'''

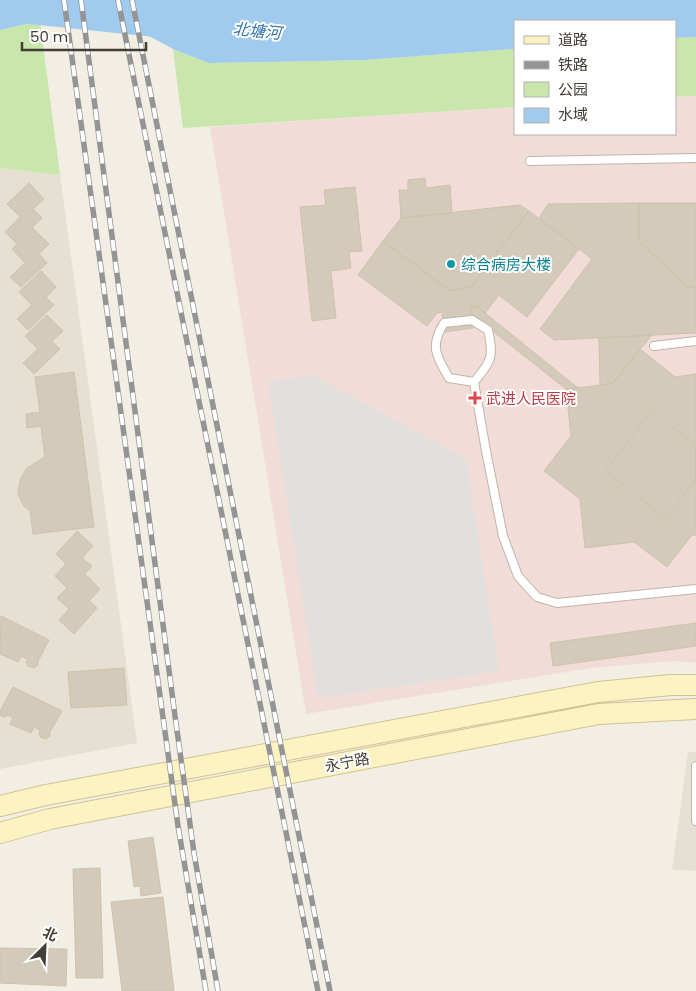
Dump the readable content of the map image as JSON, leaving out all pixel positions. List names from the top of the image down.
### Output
{
  "streets": {
    "main road": ["永宁路"]
  },
  "water": ["北塘河"],
  "places": {
    "other": ["综合病房大楼"],
    "health": ["武进人民医院"]
  },
  "legend": [
    "道路",
    "铁路",
    "公园",
    "水域"
  ],
  "scale_bar": "50 m",
  "north": "top right"
}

'''

--- Action item ---
Write out the data above exactly as it appears, but without any image.

--- Written solution ---
Dump the readable content of the map image as JSON, leaving out all pixel positions. List names from the top of the image down.
### Output
{
  "streets": {
    "main road": ["永宁路"]
  },
  "water": ["北塘河"],
  "places": {
    "other": ["综合病房大楼"],
    "health": ["武进人民医院"]
  },
  "legend": [
    "道路",
    "铁路",
    "公园",
    "水域"
  ],
  "scale_bar": "50 m",
  "north": "top right"
}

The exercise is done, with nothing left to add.